*Material for this exercise*.
------------------------
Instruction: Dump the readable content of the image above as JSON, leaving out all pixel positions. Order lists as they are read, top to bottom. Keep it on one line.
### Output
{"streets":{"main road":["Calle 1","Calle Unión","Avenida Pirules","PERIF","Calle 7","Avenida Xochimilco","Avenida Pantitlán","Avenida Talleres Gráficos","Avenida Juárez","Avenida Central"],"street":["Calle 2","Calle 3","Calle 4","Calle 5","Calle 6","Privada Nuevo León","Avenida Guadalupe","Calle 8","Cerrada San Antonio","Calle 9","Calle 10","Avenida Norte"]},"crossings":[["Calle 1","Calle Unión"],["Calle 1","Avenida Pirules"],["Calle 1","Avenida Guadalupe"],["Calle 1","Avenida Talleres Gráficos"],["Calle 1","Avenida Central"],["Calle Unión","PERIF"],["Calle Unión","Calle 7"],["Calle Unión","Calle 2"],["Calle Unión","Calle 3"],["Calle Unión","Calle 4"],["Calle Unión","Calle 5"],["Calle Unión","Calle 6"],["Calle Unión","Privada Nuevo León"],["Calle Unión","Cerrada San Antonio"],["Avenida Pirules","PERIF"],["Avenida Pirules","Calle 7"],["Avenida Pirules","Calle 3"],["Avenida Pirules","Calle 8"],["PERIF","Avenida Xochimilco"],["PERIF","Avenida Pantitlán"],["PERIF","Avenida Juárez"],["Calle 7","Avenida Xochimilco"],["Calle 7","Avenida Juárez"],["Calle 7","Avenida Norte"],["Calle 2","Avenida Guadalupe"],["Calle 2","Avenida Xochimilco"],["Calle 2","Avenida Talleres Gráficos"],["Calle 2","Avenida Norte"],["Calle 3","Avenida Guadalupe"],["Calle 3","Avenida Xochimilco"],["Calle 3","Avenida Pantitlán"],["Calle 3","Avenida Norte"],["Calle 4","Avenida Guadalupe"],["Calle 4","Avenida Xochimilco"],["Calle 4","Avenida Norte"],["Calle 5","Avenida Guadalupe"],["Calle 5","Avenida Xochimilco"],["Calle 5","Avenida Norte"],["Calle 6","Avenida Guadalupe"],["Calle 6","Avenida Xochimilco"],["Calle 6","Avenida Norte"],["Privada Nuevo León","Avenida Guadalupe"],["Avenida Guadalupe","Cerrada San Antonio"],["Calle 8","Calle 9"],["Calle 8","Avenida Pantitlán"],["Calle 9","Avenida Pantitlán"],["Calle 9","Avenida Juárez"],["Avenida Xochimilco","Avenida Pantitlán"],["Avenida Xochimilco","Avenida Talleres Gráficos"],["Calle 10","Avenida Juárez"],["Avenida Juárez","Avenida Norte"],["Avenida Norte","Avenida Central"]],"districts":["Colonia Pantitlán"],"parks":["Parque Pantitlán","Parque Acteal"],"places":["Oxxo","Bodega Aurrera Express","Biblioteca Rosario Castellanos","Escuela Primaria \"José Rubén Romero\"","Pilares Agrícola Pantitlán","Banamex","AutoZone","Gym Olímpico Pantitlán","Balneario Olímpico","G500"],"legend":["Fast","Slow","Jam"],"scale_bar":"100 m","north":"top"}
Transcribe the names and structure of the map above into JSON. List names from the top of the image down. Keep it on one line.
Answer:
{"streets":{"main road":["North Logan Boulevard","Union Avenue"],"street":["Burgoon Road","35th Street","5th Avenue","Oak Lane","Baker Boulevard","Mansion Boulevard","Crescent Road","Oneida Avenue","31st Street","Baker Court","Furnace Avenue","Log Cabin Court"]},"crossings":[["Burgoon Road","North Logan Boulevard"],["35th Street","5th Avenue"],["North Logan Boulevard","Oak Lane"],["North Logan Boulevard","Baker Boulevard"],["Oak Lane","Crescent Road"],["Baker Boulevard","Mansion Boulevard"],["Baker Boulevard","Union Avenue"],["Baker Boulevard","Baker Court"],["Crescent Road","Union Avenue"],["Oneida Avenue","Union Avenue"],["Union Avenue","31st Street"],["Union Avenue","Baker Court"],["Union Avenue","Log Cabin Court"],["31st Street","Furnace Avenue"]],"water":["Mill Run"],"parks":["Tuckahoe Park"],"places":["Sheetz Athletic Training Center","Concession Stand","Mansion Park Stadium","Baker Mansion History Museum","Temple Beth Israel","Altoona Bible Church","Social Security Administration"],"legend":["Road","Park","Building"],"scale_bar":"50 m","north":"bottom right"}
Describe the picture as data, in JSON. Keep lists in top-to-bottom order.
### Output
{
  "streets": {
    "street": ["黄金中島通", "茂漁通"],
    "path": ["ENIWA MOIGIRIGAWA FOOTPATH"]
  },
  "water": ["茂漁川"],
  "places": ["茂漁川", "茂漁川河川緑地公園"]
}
------------------------
*Work to be completed*.
Spot the lines above that mention "Keep" and copy them.

*Answer box*.
Instruction: Dump the readable content of the image above as JSON, leaving out all pixel positions. Order lists as they are read, top to bottom. Keep it on one line.
Transcribe the names and structure of the map above into JSON. List names from the top of the image down. Keep it on one line.
Describe the picture as data, in JSON. Keep lists in top-to-bottom order.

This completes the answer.